Your task is to gather the lines below that hold the string "Woods".

**** MATERIALS PROVIDED

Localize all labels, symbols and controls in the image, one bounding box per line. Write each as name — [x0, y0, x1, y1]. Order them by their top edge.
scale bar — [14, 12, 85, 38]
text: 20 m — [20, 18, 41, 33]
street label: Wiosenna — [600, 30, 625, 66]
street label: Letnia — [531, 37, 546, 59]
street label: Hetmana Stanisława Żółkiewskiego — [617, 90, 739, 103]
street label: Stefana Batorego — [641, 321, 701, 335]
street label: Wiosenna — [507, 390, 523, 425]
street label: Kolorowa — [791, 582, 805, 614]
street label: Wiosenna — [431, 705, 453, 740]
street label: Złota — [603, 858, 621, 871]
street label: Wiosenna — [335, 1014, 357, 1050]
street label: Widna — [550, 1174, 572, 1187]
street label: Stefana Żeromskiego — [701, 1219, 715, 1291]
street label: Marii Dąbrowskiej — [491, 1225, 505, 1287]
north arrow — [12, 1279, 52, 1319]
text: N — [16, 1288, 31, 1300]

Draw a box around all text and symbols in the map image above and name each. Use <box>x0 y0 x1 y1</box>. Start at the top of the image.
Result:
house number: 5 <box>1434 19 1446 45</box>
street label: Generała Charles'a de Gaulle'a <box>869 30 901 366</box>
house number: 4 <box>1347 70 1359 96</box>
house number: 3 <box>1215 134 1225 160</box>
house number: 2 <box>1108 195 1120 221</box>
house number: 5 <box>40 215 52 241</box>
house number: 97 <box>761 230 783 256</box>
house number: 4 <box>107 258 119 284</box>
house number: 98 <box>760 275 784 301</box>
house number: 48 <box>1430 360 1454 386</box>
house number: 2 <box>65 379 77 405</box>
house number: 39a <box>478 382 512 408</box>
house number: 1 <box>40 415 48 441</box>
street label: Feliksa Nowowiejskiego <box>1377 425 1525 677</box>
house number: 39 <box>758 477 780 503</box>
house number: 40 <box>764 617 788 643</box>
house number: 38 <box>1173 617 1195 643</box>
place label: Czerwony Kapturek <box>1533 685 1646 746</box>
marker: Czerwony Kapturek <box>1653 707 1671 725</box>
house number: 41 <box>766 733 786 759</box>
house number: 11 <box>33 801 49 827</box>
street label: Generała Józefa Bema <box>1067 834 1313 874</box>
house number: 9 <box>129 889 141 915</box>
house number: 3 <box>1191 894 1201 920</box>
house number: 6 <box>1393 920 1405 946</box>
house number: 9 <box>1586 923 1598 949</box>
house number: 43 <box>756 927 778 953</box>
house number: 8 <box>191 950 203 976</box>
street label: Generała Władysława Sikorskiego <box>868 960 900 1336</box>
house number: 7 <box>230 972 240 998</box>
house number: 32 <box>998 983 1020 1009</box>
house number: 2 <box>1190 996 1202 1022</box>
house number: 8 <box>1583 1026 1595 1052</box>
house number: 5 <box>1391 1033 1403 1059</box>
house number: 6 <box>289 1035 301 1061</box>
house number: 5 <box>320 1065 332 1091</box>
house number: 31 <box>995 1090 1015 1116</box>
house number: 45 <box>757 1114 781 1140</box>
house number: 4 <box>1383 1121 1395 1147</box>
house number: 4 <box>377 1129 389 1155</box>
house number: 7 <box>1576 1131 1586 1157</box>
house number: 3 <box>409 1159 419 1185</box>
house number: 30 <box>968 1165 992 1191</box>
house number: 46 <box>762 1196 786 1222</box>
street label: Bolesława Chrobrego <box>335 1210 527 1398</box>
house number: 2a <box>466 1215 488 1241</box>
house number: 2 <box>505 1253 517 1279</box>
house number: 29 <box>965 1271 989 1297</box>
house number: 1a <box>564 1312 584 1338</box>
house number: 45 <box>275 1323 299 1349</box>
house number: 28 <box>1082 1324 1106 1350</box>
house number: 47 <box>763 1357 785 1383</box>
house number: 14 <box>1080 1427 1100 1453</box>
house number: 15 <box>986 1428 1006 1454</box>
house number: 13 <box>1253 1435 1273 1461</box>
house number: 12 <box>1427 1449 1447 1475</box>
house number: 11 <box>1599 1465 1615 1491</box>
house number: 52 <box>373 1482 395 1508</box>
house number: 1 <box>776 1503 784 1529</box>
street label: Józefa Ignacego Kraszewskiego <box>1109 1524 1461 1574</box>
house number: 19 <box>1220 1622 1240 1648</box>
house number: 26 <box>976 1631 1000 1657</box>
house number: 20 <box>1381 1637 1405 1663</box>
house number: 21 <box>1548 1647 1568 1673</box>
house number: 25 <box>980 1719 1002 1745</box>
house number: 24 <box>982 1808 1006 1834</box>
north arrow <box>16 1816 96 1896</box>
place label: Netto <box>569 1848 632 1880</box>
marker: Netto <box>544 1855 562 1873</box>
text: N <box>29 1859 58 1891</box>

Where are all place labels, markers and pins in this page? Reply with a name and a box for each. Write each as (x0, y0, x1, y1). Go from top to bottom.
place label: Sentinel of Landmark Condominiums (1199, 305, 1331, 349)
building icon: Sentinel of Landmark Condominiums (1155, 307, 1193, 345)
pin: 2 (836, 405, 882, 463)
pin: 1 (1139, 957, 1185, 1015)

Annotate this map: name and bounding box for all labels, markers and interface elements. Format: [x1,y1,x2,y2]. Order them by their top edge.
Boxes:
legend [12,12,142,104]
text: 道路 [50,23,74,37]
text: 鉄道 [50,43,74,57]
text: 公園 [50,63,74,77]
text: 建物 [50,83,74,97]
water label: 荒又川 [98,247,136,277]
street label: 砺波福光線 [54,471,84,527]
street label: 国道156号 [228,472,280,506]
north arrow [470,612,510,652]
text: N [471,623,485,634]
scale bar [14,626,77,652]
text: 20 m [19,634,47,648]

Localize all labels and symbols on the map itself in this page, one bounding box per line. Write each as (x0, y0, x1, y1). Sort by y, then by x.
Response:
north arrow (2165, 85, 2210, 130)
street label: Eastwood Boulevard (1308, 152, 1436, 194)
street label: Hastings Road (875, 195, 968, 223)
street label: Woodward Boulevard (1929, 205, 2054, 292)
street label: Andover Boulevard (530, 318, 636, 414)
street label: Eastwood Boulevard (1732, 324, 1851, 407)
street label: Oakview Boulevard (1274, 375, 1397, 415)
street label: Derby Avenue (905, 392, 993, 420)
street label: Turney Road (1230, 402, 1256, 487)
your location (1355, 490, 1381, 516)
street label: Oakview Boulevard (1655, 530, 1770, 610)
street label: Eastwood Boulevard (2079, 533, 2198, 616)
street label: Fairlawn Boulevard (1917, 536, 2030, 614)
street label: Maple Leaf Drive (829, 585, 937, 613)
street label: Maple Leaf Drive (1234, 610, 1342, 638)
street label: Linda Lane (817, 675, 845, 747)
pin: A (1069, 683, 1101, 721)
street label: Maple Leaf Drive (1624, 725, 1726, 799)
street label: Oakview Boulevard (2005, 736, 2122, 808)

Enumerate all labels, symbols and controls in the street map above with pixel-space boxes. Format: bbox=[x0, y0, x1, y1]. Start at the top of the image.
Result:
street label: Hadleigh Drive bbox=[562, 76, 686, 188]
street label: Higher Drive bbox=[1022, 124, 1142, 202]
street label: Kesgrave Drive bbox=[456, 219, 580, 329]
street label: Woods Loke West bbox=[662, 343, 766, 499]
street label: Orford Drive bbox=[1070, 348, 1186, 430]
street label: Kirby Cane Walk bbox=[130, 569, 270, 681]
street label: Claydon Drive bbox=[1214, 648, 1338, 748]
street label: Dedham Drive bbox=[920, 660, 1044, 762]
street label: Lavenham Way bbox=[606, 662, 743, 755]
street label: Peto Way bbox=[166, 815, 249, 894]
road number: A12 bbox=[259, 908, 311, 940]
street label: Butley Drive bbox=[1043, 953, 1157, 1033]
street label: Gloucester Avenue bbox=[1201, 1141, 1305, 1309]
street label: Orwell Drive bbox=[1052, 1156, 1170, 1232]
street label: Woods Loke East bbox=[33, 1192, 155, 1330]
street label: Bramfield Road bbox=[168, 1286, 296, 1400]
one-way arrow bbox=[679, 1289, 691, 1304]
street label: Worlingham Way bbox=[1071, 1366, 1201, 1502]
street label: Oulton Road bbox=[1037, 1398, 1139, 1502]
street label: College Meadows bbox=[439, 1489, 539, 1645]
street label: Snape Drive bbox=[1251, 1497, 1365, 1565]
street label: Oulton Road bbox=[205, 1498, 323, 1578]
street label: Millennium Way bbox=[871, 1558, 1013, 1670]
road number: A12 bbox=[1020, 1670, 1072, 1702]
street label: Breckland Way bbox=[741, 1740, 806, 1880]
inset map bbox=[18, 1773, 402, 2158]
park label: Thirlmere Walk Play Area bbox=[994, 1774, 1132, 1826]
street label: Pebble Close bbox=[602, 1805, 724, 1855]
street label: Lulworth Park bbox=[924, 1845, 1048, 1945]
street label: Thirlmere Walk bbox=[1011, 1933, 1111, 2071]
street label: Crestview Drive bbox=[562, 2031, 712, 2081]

********

■ RESPONSE ■
street label: Woods Loke West bbox=[662, 343, 766, 499]
street label: Woods Loke East bbox=[33, 1192, 155, 1330]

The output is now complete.